Au cours du XIXe siècle, les autres territoires ont adopté ce système, la Prusse étant la dernière à le faire en 1905. L'impôt est devenu un élément de la souveraineté de l'État et a été intégré dans la Constitution de la République de Weimar en 1919 et, après la Seconde Guerre mondiale, dans la Loi fondamentale de la République fédérale d'Allemagne. L'article 140 de cette loi reprend les dispositions de la Constitution de Weimar, y compris le droit des confessions religieuses à percevoir des impôts. Ainsi, l'article 137 de la Constitution de 1919 reste en vigueur : "Les cultes qui sont des corporations de droit public ont le droit de percevoir des impôts sur la base des listes d'impôts civils conformément aux dispositions de la loi de l'État".

Même pour les étrangers

Ce système, ancré dans la constitution, prévoit que toute personne membre d'une communauté religieuse reconnue par l'État, telle que l'Église catholique, doit payer l'impôt ecclésiastique si elle paie des impôts d'État. Toutefois, le DBK précise que "quiconque ne paie pas d'impôt sur le revenu n'est pas non plus un contribuable ecclésiastique", ce qui exonère les chômeurs ou les retraités sans autres sources de revenus. Les résidents étrangers et les contribuables allemands sont également tenus de payer l'impôt sur le revenu, même si cette obligation n'existe pas dans leur pays d'origine.

Bien que des initiatives aient été prises pour abolir ce système, l'Église et l'État le considèrent comme bénéfique. En 2023, l'Église catholique a perçu quelque 6,51 milliards d'euros, soit 5 % de moins que l'année précédente, tandis que l'Église évangélique a perçu 5,9 milliards, soit 5,3 % de moins. En outre, l'État bénéficie d'un montant compris entre 2 % et 4 % provenant de la collecte de cet impôt par ses bureaux fiscaux. En outre, si l'État devait prendre en charge les activités d'aide sociale et de santé que l'Église finance avec ces revenus, le coût serait considérablement plus élevé.

Critique

L'un des aspects les plus critiqués de la situation actuelle est le fait que l'appartenance à l'Église rend obligatoire le paiement de l'impôt ecclésiastique. Cela signifie qu'une personne qui, pour quelque raison que ce soit, ne souhaite plus payer l'impôt ecclésiastique - par exemple pour des raisons purement financières, car, contrairement à d'autres pays, elle n'est pas tenue d'utiliser les % ou % supplémentaires de son impôt sur le revenu à d'autres fins - doit se retirer de l'Église ("Kirchenaustritt") devant une autorité de l'État. Selon le Land, cette démarche s'effectue auprès du tribunal local ou du bureau d'enregistrement.

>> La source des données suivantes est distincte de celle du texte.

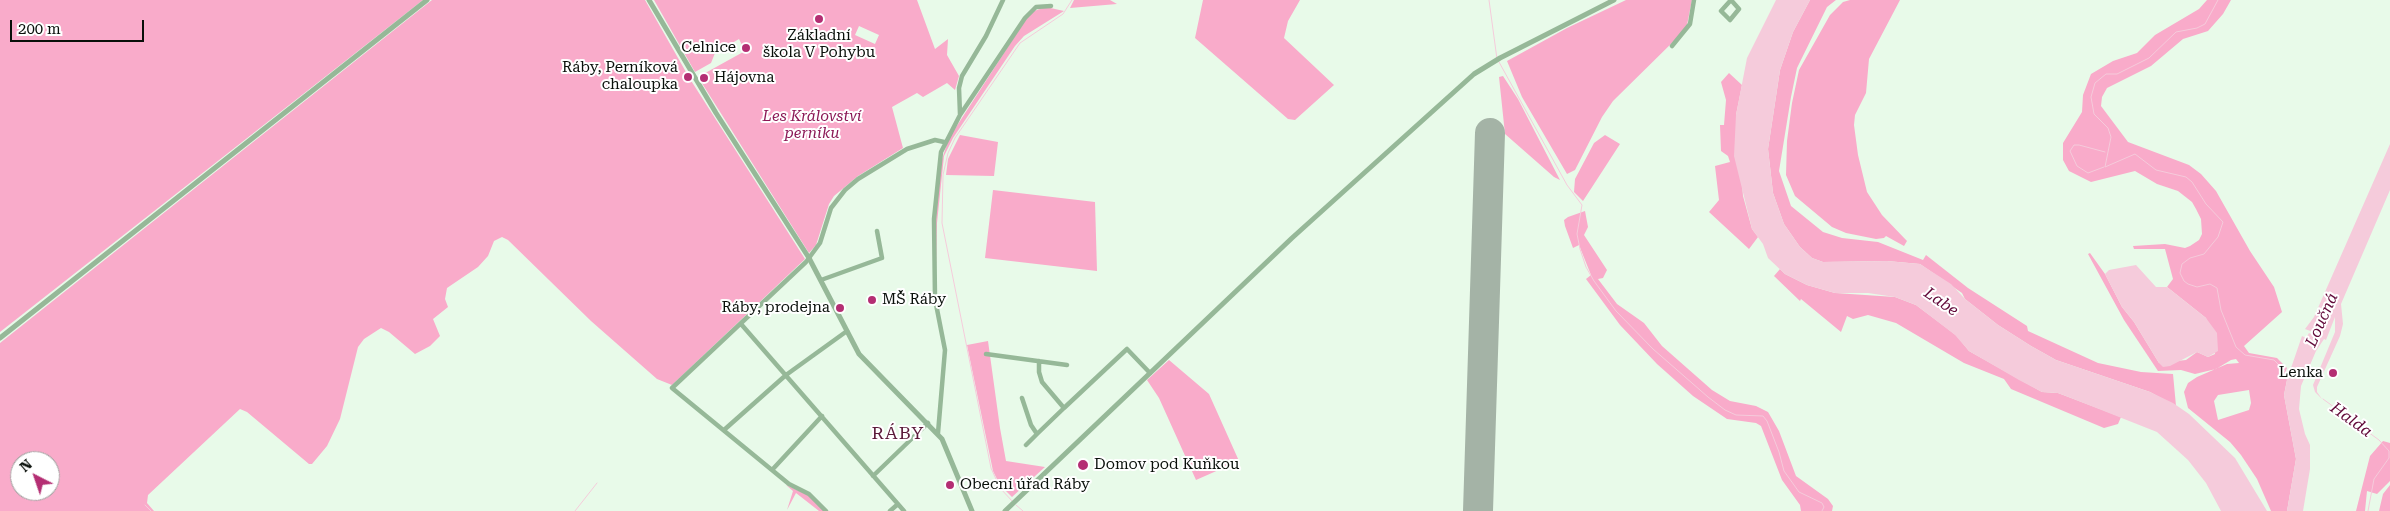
<!DOCTYPE html>
<meta charset="utf-8">
<style>
body{margin:0}
#map{position:relative;width:2390px;height:511px;overflow:hidden;background:#e8fae9;font-family:"Roboto Serif",serif}
canvas{display:block}
.north{position:absolute;left:10px;top:451px;width:50px;height:50px;box-sizing:border-box;background:#fff;border:1px solid #9d9f9d;border-radius:50%;rotate:319deg;font-size:14px;font-weight:700;line-height:20px;text-align:center;color:#090f0a}
.north::after{content:'';display:block;margin:auto;width:18px;height:22px;background:#b42e73;clip-path:polygon(50% 0,100% 100%,50% 72%,0 100%)}
.scale{position:absolute;left:10px;top:20px;width:134px;height:22px;box-sizing:border-box;border:2px solid #090f0a;border-top:0;padding-left:6px;font-size:15px;line-height:18px;white-space:nowrap;color:#090f0a;-webkit-text-stroke:4px #fff;paint-order:stroke}
</style>
<div id="map">
<canvas width="2390" height="511"></canvas>
<div class="north">N</div>
<div class="scale">200 m</div>
</div>
<script>
const g = document.querySelector('canvas').getContext('2d');
g.lineJoin = 'round';
function paint(path, color) {
  g.fillStyle = color;
  g.fill(path, 'evenodd');
}
function poly(rows) {
  const path = new Path2D();
  for (const r of rows) {
    path.moveTo(r[0], r[1]);
    for (let i = 2; i < r.length; i += 2) path.lineTo(r[i], r[i + 1]);
  }
  return path;
}
function strokePath(path, color, width, dash) {
  g.strokeStyle = color;
  g.lineWidth = width;
  g.lineCap = dash ? 'butt' : 'round';
  g.setLineDash(dash || []);
  g.stroke(path);
}
function write(font, color, halo, rows, align = 'center') {
  g.font = font + ' "Roboto Serif",serif';
  g.lineWidth = 4;
  g.setLineDash([]);
  g.textBaseline = 'middle';
  g.strokeStyle = halo;
  g.fillStyle = color;
  for (const [text, x, y, turn = 0] of rows) {
    g.save();
    g.translate(x, y);
    g.rotate((+turn || 0) * Math.PI / 180);
    g.textAlign = isNaN(turn) ? turn : align;
    if (halo) g.strokeText(text, 0, 0);
    g.fillText(text, 0, 0);
    g.restore();
  }
}
const green = poly([
 [0,0,423,0,0,332],
 [432,0,645,0,690,79,805,259,672,385,657,379,591,321,508,240,502,237,494,241,488,256,478,267,447,288,445,299,448,307,433,319,440,336,430,346,415,354,389,332,381,328,364,339,358,347,340,419,327,446,312,464,309,464,247,412,240,409,148,495,147,503,154,511,0,511,0,343],
 [20,461,50,461,50,491,20,491],
 [654,0,917,0,935,49,948,39,947,55,959,76,955,90,947,83,923,97,917,93,892,107,903,148,858,176,834,196,829,204,816,245,809,253,698,77,745,51,739,39,715,53,711,63,695,72],
 [859,26,879,35,875,44,855,35],
 [1074,0,1110,0,1117,4,1070,8],
 [1203,0,1300,0,1288,21,1284,38,1334,85,1295,120,1288,119,1195,38],
 [1626,0,1692,0,1687,25,1680,35,1613,101,1602,117,1575,170,1567,174,1522,97,1507,61,1567,28],
 [1810,0,1836,0,1827,7,1797,68,1791,97,1779,171,1791,206,1823,232,1842,238,1878,242,1923,260,1926,255,1968,288,2027,326,2028,331,2098,363,2141,372,2173,374,2176,406,2150,392,2056,360,2031,346,1998,325,1965,299,1962,293,1920,264,1887,261,1823,262,1812,258,1800,247,1784,224,1773,193,1768,149,1780,70,1793,32],
 [1850,0,1900,0,1869,59,1866,93,1855,115,1854,125,1858,155,1867,192,1882,215,1907,241,1904,246,1886,236,1884,238,1876,239,1846,233,1832,227,1795,196,1786,175,1787,141,1792,103,1799,70,1830,15,1843,2],
 [2207,0,2231,0,2223,14,2208,31,2183,39,2151,66,2107,88,2102,97,2101,106,2128,142,2189,165,2201,174,2216,191,2250,251,2274,287,2282,312,2244,346,2249,353,2277,358,2287,368,2285,373,2287,380,2284,395,2296,459,2287,511,2271,511,2257,479,2241,455,2230,442,2188,408,2184,392,2188,383,2197,377,2227,364,2239,363,2236,359,2231,360,2216,369,2195,374,2181,370,2158,371,2124,320,2088,254,2090,253,2105,274,2122,307,2134,322,2159,363,2186,360,2197,352,2208,357,2215,354,2206,318,2167,287,2173,279,2165,249,2134,249,2133,246,2165,244,2185,248,2190,246,2199,240,2202,234,2201,219,2196,209,2192,202,2178,191,2157,184,2135,171,2091,182,2069,171,2063,160,2063,143,2082,112,2083,95,2091,74,2113,61,2137,53,2155,35,2199,9],
 [2249,390,2251,403,2249,410,2218,420,2214,401,2218,395],
 [1046,7,1064,11,1024,36,1015,46,953,138,944,156,937,223,936,273,935,207,941,162,949,138,1026,19,1034,11],
 [1729,73,1742,85,1736,115,1743,196,1752,229,1758,237,1749,249,1709,212,1719,200,1715,166,1730,162,1728,156,1721,151,1720,125,1724,125,1726,100,1721,82],
 [1503,76,1518,99,1560,180,1554,177,1505,134,1499,77],
 [960,135,998,142,994,176,946,175,948,159],
 [1605,135,1620,144,1583,201,1574,192,1575,179,1594,143],
 [993,190,1095,202,1097,271,985,258],
 [1585,211,1588,227,1584,235,1607,270,1603,278,1598,279,1617,304,1644,323,1662,346,1712,390,1730,401,1756,406,1768,412,1779,431,1796,476,1828,499,1833,506,1832,511,1801,511,1800,505,1782,480,1761,426,1756,423,1727,419,1693,396,1657,364,1620,325,1586,279,1591,275,1579,245,1573,248,1565,226,1564,220,1568,217],
 [1780,269,1785,274,1807,285,1835,293,1895,297,1916,305,1956,335,1969,351,2042,392,2058,393,2121,417,2118,424,2104,428,2011,389,2004,379,1964,363,1896,323,1868,315,1853,319,1847,316,1841,332,1801,299,1800,301,1774,276],
 [988,341,1000,428,1006,461,1045,467,1012,497,1000,485,993,471,967,345],
 [1169,360,1209,394,1239,461,1196,480,1159,398,1147,380],
 [2383,441,2390,443,2390,481,2377,494,2367,491,2365,511,2356,511,2370,456],
 [786,485,810,496,824,511,819,511,796,493,787,510,793,491],
 [2390,485,2390,511,2379,511,2383,494]
]);
const water = poly([
 [1776,0,1810,0,1793,32,1780,70,1768,149,1773,193,1784,224,1800,247,1812,258,1823,262,1887,261,1920,264,1951,284,1965,299,1998,325,2031,346,2056,360,2150,392,2173,403,2189,414,2235,458,2267,511,2221,511,2206,483,2188,460,2157,432,2071,398,2058,393,2042,392,2019,380,1969,351,1955,335,1916,305,1895,297,1868,293,1835,293,1807,285,1785,274,1768,258,1763,244,1752,229,1734,156,1736,115,1747,58],
 [2390,144,2390,190,2341,304,2343,324,2340,336,2317,387,2317,392,2322,399,2315,392,2313,385,2335,332,2335,317,2326,340,2324,339,2316,351,2301,386,2299,409,2305,434,2310,445,2310,469,2303,511,2287,511,2296,459,2284,395,2287,380,2285,372,2290,371,2302,336,2306,338,2309,333,2311,334,2313,332,2305,329,2314,317],
 [2136,265,2156,287,2167,287,2206,318,2217,333,2218,351,2208,357,2197,352,2170,366,2163,367,2159,363,2134,322,2122,307,2105,274,2109,270]
]);
const stream = poly([
 [1489,0,1497,59],
 [2218,0,2205,24,2197,28,2176,32,2149,58,2117,74,2106,74,2095,83,2091,97,2094,114,2108,128,2111,137,2105,167,2135,154,2156,170,2186,177,2192,182,2206,204,2223,222,2218,237,2213,243,2204,254,2190,258,2182,264,2180,273,2184,281,2188,284,2197,287,2210,284,2217,288,2221,310,2236,347,2245,355,2274,360,2286,372],
 [1499,62,1567,185,1582,205,1577,234,1580,249,1586,267,1594,281,1616,311,1653,349,1708,397,1725,410,1736,415,1763,416,1767,421,1779,452,1784,471,1799,492,1822,503,1824,507,1822,511],
 [2104,167,2088,173,2077,166,2070,151,2074,145,2079,145,2105,152],
 [2323,399,2379,440,2389,451,2389,458,2374,479,2368,511],
 [1013,502,1000,488,991,468,942,223,943,175,948,153,955,138,1020,43,1063,14,1072,0],
 [145,505,151,511],
 [1016,505,1023,511],
 [575,511,597,483]
]);
const runway = poly([
 [1478,511,1490,133]
]);
const minor = poly([
 [1731,0,1739,9,1730,20,1721,11,1731,0],
 [1672,46,1690,24,1694,0],
 [960,114,959,88,962,76,986,36,1003,0],
 [821,280,882,258,877,231],
 [741,324,904,511],
 [986,354,1067,365],
 [1039,361,1039,372,1042,382,1064,408,1127,349,1150,373],
 [1022,398,1031,425,1037,434,1064,408],
 [724,430,786,375,847,331],
 [938,433,945,350,935,299,934,219,941,152,960,115,1025,18,1036,7,1051,6],
 [1026,445,1037,434],
 [772,470,822,416],
 [873,476,928,423],
 [826,511,809,494,789,484,672,388,806,262,820,243,831,208,845,190,858,179,907,149,935,140,944,142],
 [890,511,898,504]
]);
const tertiary = poly([
 [649,0,716,113,809,258,859,354,942,439,972,511],
 [0,338,427,0],
 [1005,511,1292,238,1474,74,1500,58,1614,0]
]);
const markers = [
 [819,19,5,"#b42e73"],
 [746,48,5,"#b42e73"],
 [688,77,5,"#b42e73"],
 [704,78,5,"#b42e73"],
 [872,300,5,"#b42e73"],
 [840,308,5,"#b42e73"],
 [2333,373,5,"#b42e73"],
 [1083,465,6,"#b42e73"],
 [950,485,5,"#b42e73"]
];
const poiNames = [
 ["Základní",819,36,"center"],
 ["škola V Pohybu",819,53,"center"],
 ["Celnice",736,48],
 ["Ráby, Perníková",678,68],
 ["chaloupka",678,85],
 ["Hájovna",714,78,"left"],
 ["MŠ Ráby",882,300,"left"],
 ["Ráby, prodejna",830,308],
 ["Lenka",2323,373],
 ["Domov pod Kuňkou",1094,465,"left"],
 ["Obecní úřad Ráby",960,485,"left"]
];
const parkNames = [
 ["Les Království",812,117],
 ["perníku",812,134]
];
const waterNames = [
 ["Labe",1941,302,35],
 ["Loučná",2322,320,-66],
 ["Halda",2351,420,36]
];
const quarterNames = [
 ["RÁBY",898,434]
];
paint(green, '#f9abca');
paint(water, '#f5cbdb');
strokePath(stream, '#f5cbdb', 1);
strokePath(runway, '#a4b3a6', 30);
strokePath(minor, '#96b898', 4.5);
strokePath(tertiary, '#96b898', 5);
for (const [x, y, r, color] of markers) {
  const dot = new Path2D();
  dot.arc(x, y, r, 0, 2 * Math.PI);
  g.fillStyle = color;
  g.fill(dot);
  strokePath(dot, '#fff', 2);
}
write('15px', '#090f0a', '#fff', poiNames, 'right');
write('italic 15px', '#8b1856', '#fff', parkNames);
write('italic 16px', '#610839', '#fff', waterNames);
g.letterSpacing = '1px';
write('18px', '#5a1a39', '#fff', quarterNames);
g.letterSpacing = '0px';
</script>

Après des années de débats, le Tribunal administratif fédéral a statué en 2012 qu'il n'était pas possible de se dissocier de l'Église en tant que personne morale tout en restant membre de la communauté religieuse. En d'autres termes, la dissociation implique formellement l'apostasie.

D'autre part, l'impôt ecclésiastique est un pilier essentiel du maintien de l'unité de l'Église d'Allemagne avec Rome. Pendant la période dite "Allemand Voie synodaleDans l'éventualité d'un schisme, des inquiétudes ont été soulevées. Dans le cas hypothétique où un tel schisme se concrétiserait et où l'Église catholique en Allemagne romprait sa communion avec Rome, elle perdrait également son statut de "corporation de droit public" (car il s'agit de l'"Église catholique romaine"), statut qui lui permet de percevoir l'impôt ecclésiastique reconnu par l'État. La nouvelle entité issue du schisme serait privée de sa base économique, à moins qu'elle ne parvienne à obtenir la reconnaissance de l'Etat, ce qui serait un processus compliqué.